Single flat rate for both local and long-distance calls

The National Communications Commission (NCC) has approved Chunghwa Telecom’s most recent plan for a uniform tariff for local and domestic long-distance calls nationwide. As from January 1 2012, local and long-distance calls from a household fixed-line phone will be charged at NT$1.60 (US$0.05) per three minutes.

Under pressure from the NCC and legislators, Chunghwa has promised to adopt a uniform fixed-line tariff in Taiwan. Starting this year, the charge for long-distance calls has been reduced from NT$5.70 per three minutes to NT$1.60 per three minutes, which is exactly the same as the local call rate. The charge for both local and longdistance calls has been changed to NT$1 per three minutes during discounted time slots. As a result, no distinction is made between the tariffs for local and long-distance calls nationwide, which also include the offshore islands. According to the NCC, although the monthly rent charges for each service still differ, a single tariff in terms of call charges will be achieved this year. This tariff is the lowest local call tariff worldwide, which the NCC says it has been welcomed by consumers.
With 12.8 million local phone subscribers in Taiwan – which represents a 97% penetration rate, according to the NCC – Chunghwa has long been the only local call operator in the country. Chunghwa’s statistics reveal that 52% of its subscribers make long-distance calls. As a result of this tariff reduction for long-distance calls, Chunghwa claims it will suffer revenue losses of NT$2.8 billion. However, the NCC refutes this argument on the ground that inexpensive local calls will prompt consumers to make more local calls rather than using their mobile phones. This view is based on a past case where telephone calls increased by over 30% when Matsu (a small island close to mainland China) was included in Taiwan’s call zone.
The fixed-line telecommunications market was deregulated in 2002. Since then, newly established private operators have been encouraged to enter the local call and domestic long-distance telephone market to compete with Chunghwa (the only incumbent operator at that time). However, three new fixed-line operators have failed to make substantial progress in network deployment and operation.

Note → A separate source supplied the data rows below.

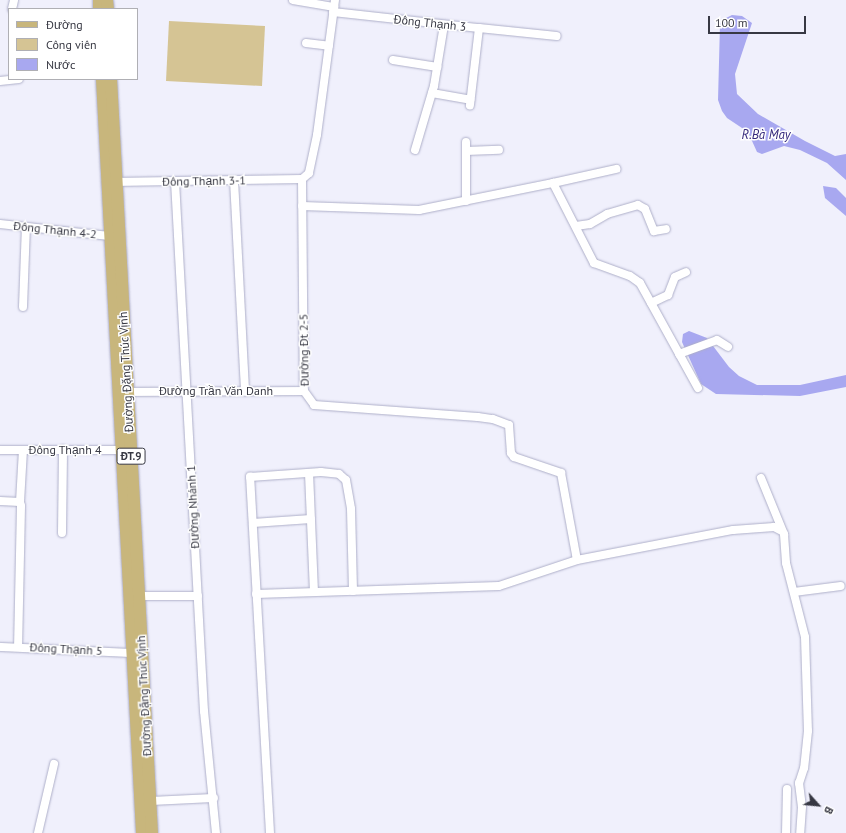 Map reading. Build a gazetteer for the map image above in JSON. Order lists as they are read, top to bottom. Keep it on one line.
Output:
{"streets":{"main road":["Đường Đặng Thúc Vịnh","ĐT.9"],"street":["Đông Thạnh 3","Đông Thạnh 3-1","Đông Thạnh 4-2","Đường Đt 2-5","Đường Trần Văn Danh","Đông Thạnh 4","Đường Nhánh 1","Đông Thạnh 5"]},"crossings":[["Đông Thạnh 3","Đường Đt 2-5"],["Đông Thạnh 3-1","Đường Đt 2-5"],["Đông Thạnh 3-1","Đường Đặng Thúc Vịnh"],["Đông Thạnh 3-1","Đường Nhánh 1"],["Đông Thạnh 4-2","Đường Đặng Thúc Vịnh"],["Đường Đt 2-5","Đường Trần Văn Danh"],["Đường Đặng Thúc Vịnh","Đường Trần Văn Danh"],["Đường Đặng Thúc Vịnh","Đông Thạnh 4"],["Đường Đặng Thúc Vịnh","Đông Thạnh 5"],["Đường Trần Văn Danh","Đường Nhánh 1"]],"water":["R.Bà May"],"legend":["Đường","Công viên","Nước"],"scale_bar":"100 m","north":"bottom right"} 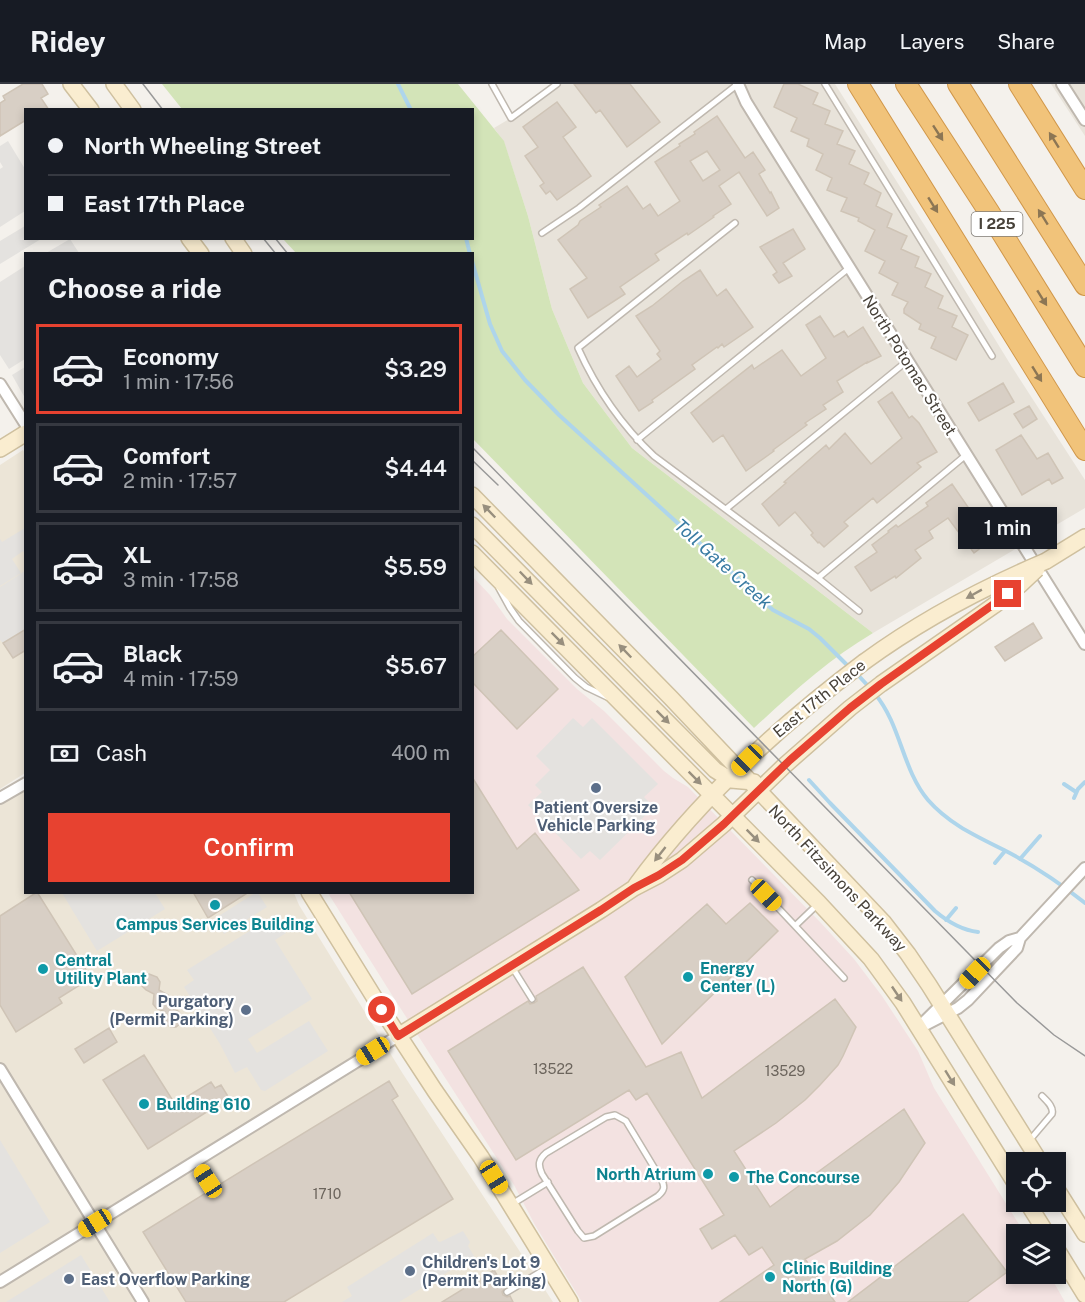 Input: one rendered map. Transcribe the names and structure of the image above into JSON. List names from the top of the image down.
{
  "streets": {
    "highway": ["I 225"],
    "main road": ["East 17th Place", "North Fitzsimons Parkway"],
    "street": ["North Potomac Street"]
  },
  "crossings": [
    ["East 17th Place", "North Fitzsimons Parkway"]
  ],
  "water": ["Toll Gate Creek"],
  "places": [
    "Patient Oversize Vehicle Parking",
    "Campus Services Building",
    "Central Utility Plant",
    "Energy Center (L)",
    "Purgatory (Permit Parking)",
    "Building 610",
    "North Atrium",
    "The Concourse",
    "Children's Lot 9 (Permit Parking)",
    "Clinic Building North (G)",
    "East Overflow Parking"
  ],
  "house_numbers": ["13522", "13529", "1710"],
  "page": {
    "header": "Ridey",
    "nav": ["Map", "Layers", "Share"],
    "banner": ["North Wheeling Street", "East 17th Place"],
    "heading": "Choose a ride",
    "list": [
      {
        "name": "Economy",
        "note": "1 min · 17:56",
        "value": "$3.29"
      },
      {
        "name": "Comfort",
        "note": "2 min · 17:57",
        "value": "$4.44"
      },
      {
        "name": "XL",
        "note": "3 min · 17:58",
        "value": "$5.59"
      },
      {
        "name": "Black",
        "note": "4 min · 17:59",
        "value": "$5.67"
      }
    ],
    "bubble": "1 min",
    "pay": ["Cash", "400 m"],
    "buttons": "Confirm"
  }
} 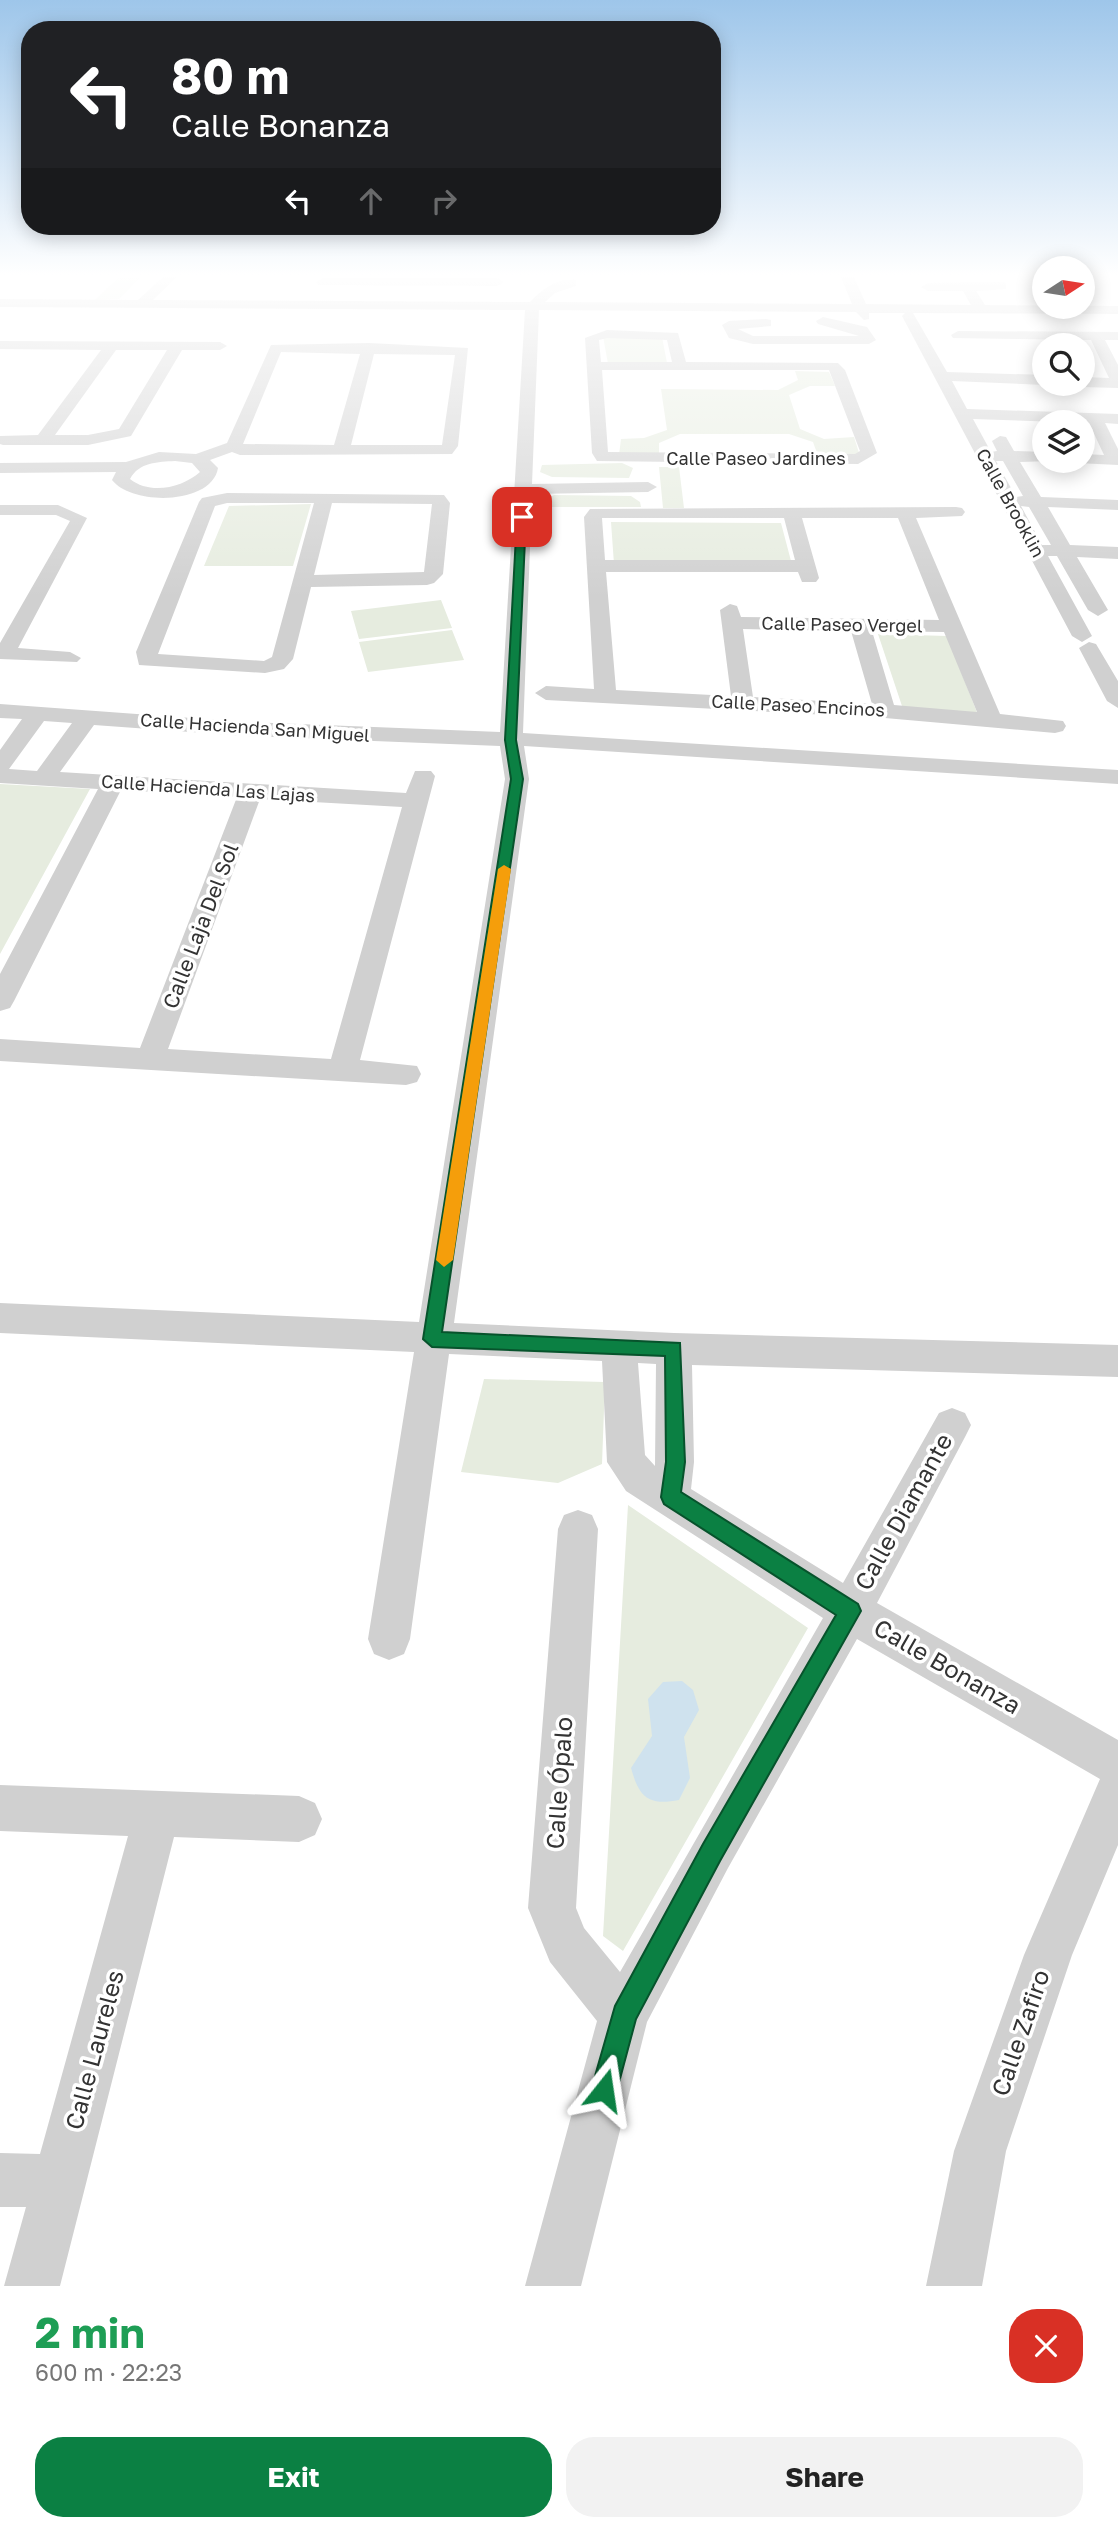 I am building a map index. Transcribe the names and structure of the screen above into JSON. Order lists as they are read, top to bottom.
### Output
{
  "streets": {
    "street": [
      "Calle Paseo Jardines",
      "Calle Brooklin",
      "Calle Paseo Vergel",
      "Calle Paseo Encinos",
      "Calle Hacienda San Miguel",
      "Calle Hacienda Las Lajas",
      "Calle Laja Del Sol",
      "Calle Diamante",
      "Calle Bonanza",
      "Calle Ópalo",
      "Calle Zafiro",
      "Calle Laureles"
    ]
  },
  "crossings": [
    ["Calle Paseo Vergel", "Calle Paseo Encinos"],
    ["Calle Hacienda Las Lajas", "Calle Laja Del Sol"],
    ["Calle Diamante", "Calle Bonanza"],
    ["Calle Diamante", "Calle Ópalo"]
  ],
  "north": "right",
  "page": {
    "turn": ["80 m", "Calle Bonanza"],
    "heading": ["2 min", "600 m · 22:23"],
    "buttons": ["Exit", "Share"]
  }
}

The NCC’s success in compelling Chunghwa to adopt a uniform tariff for domestic long-distance and local calls is tantamount to a tacit confession that the objective of the second telecommunications liberalisation – which the Directorate General of Telecommunications (the former telecommunications authority) has been attempting to achieve since 2000 – has been aborted. This also signifies that Chunghwa will now legally monopolise the Taiwanese market. As far as Chunghwa is concerned, the NCC’s decision is not acceptable to its shareholders (the company’s foreign shareholding has dropped from a peak of almost 45% to today’s 24%). It could be that the shares sold by foreign investors in the stock market are mostly being purchased by large government-controlled funds, making it all the more difficult for Chunghwa to rid itself of the state-owned enterprise role which the government has imposed on it.